- [EXCERPTED DATA]:
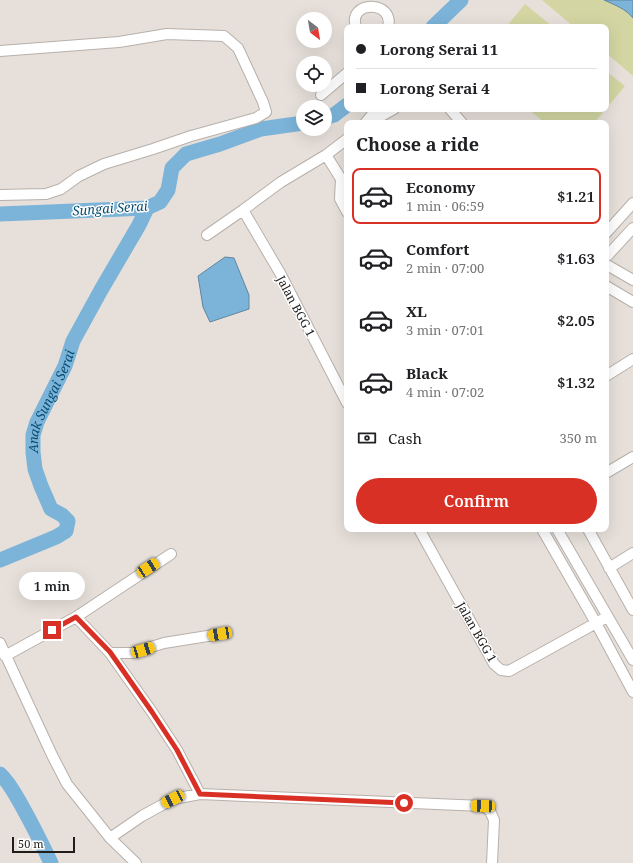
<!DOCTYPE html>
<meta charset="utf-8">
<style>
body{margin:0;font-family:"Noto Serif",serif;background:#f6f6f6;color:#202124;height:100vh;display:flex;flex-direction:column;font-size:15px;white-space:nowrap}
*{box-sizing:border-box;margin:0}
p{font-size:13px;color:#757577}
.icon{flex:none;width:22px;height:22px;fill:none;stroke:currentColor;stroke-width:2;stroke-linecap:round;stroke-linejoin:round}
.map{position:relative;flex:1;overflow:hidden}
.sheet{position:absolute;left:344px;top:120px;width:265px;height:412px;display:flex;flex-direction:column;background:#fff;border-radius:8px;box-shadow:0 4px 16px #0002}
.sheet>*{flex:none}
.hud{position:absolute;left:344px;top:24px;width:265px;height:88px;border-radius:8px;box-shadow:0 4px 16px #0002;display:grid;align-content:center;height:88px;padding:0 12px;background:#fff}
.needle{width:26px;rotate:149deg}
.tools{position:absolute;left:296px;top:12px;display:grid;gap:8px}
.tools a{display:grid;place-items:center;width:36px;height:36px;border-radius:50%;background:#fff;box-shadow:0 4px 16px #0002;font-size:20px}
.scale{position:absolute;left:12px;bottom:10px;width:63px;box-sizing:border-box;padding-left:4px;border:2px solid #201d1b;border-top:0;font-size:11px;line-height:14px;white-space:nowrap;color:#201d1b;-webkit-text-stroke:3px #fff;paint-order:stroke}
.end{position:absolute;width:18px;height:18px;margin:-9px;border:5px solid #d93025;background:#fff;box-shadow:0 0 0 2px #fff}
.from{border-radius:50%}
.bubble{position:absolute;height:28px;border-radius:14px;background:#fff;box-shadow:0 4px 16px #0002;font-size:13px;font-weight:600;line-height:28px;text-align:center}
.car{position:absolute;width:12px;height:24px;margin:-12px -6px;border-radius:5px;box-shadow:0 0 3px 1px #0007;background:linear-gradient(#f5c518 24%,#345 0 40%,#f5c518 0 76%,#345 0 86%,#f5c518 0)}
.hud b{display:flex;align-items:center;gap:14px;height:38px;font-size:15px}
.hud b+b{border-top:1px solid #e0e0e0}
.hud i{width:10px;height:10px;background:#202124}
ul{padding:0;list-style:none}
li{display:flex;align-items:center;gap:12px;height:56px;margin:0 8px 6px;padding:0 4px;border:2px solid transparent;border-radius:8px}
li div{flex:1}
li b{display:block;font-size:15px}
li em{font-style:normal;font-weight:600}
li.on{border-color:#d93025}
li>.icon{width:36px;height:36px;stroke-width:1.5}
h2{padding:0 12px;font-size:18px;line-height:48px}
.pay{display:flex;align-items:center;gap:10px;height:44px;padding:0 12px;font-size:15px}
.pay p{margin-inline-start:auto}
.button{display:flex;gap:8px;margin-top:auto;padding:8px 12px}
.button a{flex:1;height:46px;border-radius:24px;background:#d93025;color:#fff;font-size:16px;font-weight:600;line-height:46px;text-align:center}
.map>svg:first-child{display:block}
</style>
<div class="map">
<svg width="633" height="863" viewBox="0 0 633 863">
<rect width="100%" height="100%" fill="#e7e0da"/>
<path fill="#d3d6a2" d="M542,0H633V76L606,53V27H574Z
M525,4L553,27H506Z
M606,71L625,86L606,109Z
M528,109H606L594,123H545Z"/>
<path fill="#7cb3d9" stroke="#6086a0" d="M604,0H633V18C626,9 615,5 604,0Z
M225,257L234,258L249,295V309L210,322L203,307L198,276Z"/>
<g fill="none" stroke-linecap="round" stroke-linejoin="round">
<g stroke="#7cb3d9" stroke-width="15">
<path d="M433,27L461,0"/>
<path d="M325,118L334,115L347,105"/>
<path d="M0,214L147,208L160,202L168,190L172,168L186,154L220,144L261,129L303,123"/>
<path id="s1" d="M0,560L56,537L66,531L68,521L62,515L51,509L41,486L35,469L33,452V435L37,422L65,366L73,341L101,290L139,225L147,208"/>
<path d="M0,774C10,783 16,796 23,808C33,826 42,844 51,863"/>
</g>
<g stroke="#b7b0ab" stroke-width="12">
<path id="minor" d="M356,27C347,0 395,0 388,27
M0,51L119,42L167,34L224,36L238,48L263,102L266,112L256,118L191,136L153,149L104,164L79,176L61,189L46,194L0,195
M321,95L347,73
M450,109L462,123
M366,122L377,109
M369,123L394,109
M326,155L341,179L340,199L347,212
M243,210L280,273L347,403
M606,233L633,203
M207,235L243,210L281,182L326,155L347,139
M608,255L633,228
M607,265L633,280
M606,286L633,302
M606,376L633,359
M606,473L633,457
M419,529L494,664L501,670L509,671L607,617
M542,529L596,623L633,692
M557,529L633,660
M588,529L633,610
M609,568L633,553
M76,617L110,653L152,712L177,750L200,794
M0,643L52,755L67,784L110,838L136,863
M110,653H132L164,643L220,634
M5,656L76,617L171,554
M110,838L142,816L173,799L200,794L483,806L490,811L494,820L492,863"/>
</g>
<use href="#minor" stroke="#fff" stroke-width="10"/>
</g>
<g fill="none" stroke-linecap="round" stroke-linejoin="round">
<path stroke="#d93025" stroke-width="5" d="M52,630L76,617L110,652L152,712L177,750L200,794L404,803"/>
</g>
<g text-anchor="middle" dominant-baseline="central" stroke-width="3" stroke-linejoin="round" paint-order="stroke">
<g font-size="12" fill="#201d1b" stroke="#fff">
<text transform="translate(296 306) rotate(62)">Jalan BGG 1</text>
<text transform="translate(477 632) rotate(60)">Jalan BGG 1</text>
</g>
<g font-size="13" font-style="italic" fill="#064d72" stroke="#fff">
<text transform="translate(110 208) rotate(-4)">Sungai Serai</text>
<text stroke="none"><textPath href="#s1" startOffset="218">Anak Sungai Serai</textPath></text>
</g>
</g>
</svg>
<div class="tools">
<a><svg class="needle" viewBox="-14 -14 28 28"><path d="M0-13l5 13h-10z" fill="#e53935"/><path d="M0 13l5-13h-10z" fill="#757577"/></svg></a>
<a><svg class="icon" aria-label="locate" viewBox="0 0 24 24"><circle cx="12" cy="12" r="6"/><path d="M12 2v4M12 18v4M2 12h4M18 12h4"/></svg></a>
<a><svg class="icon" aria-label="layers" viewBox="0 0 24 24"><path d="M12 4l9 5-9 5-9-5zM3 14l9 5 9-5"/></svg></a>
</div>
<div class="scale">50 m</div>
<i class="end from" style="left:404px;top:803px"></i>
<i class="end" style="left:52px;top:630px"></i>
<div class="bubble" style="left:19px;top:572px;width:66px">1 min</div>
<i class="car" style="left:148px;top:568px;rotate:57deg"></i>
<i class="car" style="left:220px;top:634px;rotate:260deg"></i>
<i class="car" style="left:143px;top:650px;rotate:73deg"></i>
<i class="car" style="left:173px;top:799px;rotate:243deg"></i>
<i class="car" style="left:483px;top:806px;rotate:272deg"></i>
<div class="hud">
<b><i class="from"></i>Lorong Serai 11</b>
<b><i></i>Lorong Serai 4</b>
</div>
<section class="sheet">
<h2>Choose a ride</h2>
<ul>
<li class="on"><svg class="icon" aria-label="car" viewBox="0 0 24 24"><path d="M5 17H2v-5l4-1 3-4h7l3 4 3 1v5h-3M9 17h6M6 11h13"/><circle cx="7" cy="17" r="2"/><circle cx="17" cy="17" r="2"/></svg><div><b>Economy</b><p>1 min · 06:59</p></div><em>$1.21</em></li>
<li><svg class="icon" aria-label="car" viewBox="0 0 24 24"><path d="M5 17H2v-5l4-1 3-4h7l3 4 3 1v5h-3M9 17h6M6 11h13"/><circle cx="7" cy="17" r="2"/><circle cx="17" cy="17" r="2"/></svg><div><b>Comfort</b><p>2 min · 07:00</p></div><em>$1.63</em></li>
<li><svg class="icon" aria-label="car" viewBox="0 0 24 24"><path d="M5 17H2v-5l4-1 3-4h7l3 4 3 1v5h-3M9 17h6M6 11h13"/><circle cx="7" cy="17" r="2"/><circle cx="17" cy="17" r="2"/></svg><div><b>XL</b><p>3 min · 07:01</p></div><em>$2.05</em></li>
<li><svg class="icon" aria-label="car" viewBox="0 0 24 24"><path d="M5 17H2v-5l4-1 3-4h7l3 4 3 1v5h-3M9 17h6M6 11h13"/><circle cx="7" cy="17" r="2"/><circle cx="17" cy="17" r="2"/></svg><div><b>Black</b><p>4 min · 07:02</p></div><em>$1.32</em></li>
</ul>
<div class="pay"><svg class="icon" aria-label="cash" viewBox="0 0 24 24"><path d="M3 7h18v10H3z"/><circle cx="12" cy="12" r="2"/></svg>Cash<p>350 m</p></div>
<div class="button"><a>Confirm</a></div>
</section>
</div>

...

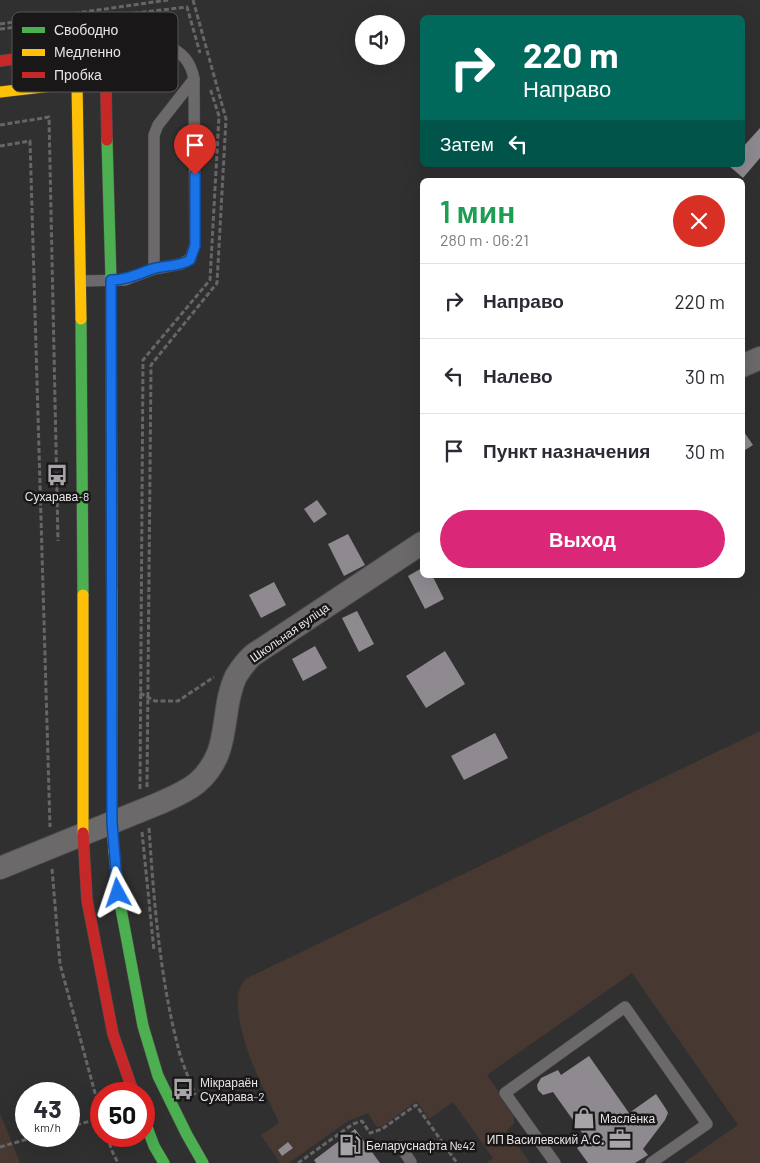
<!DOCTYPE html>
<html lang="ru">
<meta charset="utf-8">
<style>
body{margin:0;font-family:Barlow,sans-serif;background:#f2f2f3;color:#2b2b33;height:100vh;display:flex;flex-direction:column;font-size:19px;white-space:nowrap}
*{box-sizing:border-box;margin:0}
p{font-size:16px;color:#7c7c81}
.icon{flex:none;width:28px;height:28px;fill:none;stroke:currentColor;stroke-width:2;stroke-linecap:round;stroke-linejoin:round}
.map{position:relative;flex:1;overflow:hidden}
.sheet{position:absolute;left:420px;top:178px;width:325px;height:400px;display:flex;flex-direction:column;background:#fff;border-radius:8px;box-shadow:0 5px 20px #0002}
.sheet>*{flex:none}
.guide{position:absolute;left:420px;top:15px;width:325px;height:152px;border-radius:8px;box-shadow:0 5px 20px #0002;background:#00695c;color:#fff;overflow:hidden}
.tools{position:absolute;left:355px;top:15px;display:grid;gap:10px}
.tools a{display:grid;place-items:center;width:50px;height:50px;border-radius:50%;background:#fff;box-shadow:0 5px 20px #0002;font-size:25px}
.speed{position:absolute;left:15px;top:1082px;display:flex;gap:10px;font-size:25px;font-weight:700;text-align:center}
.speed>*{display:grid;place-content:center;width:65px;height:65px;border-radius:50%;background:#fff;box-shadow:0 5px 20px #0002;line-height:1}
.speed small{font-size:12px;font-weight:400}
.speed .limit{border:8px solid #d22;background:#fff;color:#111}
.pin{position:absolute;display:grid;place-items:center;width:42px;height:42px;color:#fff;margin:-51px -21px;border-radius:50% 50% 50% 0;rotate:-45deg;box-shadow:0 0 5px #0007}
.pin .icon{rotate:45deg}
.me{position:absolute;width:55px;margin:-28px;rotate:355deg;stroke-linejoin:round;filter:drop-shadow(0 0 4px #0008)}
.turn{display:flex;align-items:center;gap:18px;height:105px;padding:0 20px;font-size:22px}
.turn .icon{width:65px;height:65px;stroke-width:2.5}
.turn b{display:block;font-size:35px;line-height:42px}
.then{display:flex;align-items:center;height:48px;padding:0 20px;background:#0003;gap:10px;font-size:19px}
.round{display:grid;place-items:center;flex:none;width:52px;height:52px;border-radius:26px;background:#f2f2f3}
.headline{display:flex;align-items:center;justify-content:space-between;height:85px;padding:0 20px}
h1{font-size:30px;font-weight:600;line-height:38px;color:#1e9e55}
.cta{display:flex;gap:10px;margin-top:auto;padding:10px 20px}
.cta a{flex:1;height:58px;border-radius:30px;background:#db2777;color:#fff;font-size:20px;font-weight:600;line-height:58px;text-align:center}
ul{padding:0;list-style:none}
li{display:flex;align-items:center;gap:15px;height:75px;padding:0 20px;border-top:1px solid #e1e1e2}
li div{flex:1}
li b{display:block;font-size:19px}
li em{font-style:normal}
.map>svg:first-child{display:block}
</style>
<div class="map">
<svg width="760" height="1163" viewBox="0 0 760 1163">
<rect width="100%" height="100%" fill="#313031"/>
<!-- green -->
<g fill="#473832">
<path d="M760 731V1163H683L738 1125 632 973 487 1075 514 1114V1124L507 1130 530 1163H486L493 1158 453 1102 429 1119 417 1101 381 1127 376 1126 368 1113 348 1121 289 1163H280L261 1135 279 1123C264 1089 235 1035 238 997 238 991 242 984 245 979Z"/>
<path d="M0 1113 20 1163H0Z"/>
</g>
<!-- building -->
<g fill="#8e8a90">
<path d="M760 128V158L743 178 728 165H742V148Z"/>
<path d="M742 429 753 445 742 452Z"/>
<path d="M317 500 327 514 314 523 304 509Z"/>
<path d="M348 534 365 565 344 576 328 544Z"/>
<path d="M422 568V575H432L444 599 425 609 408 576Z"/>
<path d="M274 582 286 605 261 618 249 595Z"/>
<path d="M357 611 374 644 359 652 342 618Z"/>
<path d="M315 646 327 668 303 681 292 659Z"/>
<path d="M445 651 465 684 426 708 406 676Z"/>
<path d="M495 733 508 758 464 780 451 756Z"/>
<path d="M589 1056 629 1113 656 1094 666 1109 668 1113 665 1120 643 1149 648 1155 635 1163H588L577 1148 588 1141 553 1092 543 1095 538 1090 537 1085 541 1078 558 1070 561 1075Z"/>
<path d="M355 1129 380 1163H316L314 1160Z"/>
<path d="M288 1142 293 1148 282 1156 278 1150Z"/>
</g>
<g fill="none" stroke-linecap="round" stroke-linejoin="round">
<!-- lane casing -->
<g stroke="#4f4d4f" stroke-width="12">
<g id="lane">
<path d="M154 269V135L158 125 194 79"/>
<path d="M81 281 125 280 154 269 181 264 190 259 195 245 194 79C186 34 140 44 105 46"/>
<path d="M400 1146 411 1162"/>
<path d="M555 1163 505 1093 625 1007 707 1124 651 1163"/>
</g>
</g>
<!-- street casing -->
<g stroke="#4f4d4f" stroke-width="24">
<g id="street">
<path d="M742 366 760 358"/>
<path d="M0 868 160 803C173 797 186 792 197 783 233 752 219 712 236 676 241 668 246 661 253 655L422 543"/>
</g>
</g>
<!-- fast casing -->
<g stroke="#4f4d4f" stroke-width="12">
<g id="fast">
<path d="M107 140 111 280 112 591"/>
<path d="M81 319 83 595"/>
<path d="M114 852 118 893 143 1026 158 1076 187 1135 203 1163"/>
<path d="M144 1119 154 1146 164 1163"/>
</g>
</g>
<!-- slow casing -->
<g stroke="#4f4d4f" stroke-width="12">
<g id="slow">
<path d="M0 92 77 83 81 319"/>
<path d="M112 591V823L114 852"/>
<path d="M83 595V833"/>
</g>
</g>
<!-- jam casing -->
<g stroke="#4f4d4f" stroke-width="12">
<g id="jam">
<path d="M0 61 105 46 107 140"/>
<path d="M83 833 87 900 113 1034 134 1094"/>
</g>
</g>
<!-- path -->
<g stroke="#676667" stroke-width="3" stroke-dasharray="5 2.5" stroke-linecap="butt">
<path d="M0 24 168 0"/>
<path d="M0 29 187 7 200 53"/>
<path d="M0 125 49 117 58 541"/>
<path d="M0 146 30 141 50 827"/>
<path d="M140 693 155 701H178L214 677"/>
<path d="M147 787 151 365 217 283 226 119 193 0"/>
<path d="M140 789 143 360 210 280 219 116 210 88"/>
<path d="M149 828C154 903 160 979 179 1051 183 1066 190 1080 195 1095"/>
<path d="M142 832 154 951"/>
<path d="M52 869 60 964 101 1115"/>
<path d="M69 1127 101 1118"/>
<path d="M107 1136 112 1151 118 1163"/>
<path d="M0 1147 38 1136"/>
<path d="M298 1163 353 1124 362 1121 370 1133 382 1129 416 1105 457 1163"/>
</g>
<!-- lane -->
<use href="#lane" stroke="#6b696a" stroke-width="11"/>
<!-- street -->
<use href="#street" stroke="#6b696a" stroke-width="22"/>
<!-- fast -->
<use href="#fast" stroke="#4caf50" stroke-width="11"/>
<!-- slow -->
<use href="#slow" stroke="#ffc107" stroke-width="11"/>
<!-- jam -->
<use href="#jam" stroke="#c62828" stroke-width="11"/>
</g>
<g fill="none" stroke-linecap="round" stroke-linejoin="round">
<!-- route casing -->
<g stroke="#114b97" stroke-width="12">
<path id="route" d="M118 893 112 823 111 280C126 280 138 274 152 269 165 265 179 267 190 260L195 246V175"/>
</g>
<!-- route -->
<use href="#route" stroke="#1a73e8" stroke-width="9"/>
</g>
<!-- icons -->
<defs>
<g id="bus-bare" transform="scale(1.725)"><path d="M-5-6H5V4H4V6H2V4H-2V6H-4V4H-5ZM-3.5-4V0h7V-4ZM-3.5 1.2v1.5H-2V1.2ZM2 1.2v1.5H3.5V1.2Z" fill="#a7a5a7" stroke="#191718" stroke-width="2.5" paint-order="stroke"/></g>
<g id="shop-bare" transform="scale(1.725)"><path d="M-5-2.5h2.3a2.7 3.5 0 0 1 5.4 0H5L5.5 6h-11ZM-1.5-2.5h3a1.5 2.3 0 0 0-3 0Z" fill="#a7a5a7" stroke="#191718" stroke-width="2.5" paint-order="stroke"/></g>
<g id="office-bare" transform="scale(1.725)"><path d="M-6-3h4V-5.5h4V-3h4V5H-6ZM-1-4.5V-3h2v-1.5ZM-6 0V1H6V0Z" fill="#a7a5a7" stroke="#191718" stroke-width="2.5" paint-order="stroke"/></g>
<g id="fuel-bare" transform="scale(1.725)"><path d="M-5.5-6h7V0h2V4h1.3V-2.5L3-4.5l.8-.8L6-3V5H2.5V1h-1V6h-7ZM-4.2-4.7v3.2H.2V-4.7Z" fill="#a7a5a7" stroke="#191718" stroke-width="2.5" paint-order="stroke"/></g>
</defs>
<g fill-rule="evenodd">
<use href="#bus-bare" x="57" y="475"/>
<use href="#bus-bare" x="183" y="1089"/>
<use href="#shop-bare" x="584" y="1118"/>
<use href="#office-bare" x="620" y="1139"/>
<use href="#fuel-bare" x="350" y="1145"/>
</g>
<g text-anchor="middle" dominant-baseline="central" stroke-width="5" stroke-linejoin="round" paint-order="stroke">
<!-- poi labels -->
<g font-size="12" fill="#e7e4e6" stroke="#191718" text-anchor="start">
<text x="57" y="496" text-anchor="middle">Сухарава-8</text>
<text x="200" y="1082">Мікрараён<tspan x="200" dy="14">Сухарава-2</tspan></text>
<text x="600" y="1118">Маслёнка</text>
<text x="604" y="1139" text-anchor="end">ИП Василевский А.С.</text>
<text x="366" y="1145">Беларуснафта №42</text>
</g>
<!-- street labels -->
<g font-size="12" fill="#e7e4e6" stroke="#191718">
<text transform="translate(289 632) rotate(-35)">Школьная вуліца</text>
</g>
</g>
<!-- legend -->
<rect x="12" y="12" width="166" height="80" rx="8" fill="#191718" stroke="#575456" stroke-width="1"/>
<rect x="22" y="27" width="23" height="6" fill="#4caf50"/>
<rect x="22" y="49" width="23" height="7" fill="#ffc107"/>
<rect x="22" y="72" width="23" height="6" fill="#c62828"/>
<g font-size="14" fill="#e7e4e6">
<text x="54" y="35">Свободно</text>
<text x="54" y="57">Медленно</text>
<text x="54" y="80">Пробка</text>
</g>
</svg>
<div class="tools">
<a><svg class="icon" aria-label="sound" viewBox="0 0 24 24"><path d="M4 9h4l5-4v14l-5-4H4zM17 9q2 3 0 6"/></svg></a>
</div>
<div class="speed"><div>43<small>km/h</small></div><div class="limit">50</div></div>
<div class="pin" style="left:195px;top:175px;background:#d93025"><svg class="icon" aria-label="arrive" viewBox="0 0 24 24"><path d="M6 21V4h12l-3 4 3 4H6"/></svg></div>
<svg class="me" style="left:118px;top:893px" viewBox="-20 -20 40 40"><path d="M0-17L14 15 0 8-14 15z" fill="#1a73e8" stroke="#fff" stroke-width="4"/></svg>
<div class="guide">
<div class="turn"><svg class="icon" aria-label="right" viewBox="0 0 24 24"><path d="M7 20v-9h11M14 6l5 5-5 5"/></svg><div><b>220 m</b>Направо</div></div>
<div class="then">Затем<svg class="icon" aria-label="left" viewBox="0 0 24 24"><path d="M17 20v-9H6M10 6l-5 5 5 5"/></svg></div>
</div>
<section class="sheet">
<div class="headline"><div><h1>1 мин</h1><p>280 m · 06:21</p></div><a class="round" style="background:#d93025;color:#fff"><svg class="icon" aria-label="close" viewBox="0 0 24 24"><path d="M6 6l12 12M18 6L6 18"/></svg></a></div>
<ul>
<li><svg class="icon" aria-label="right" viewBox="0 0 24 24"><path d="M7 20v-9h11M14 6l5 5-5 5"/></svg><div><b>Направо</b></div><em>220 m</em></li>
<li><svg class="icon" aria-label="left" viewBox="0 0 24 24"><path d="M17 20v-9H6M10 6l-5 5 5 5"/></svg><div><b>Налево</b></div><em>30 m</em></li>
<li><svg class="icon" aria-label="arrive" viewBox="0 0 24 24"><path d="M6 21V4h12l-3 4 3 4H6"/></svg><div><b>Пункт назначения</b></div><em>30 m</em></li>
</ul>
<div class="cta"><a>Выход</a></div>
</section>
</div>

- [PROBLEM TO WORK ON]: Show each line from the material above where the string "currentColor" can be found.

- [ANSWER FOR THIS EXERCISE]:
.icon{flex:none;width:22px;height:22px;fill:none;stroke:currentColor;stroke-width:2;stroke-linecap:round;stroke-linejoin:round}
.icon{flex:none;width:28px;height:28px;fill:none;stroke:currentColor;stroke-width:2;stroke-linecap:round;stroke-linejoin:round}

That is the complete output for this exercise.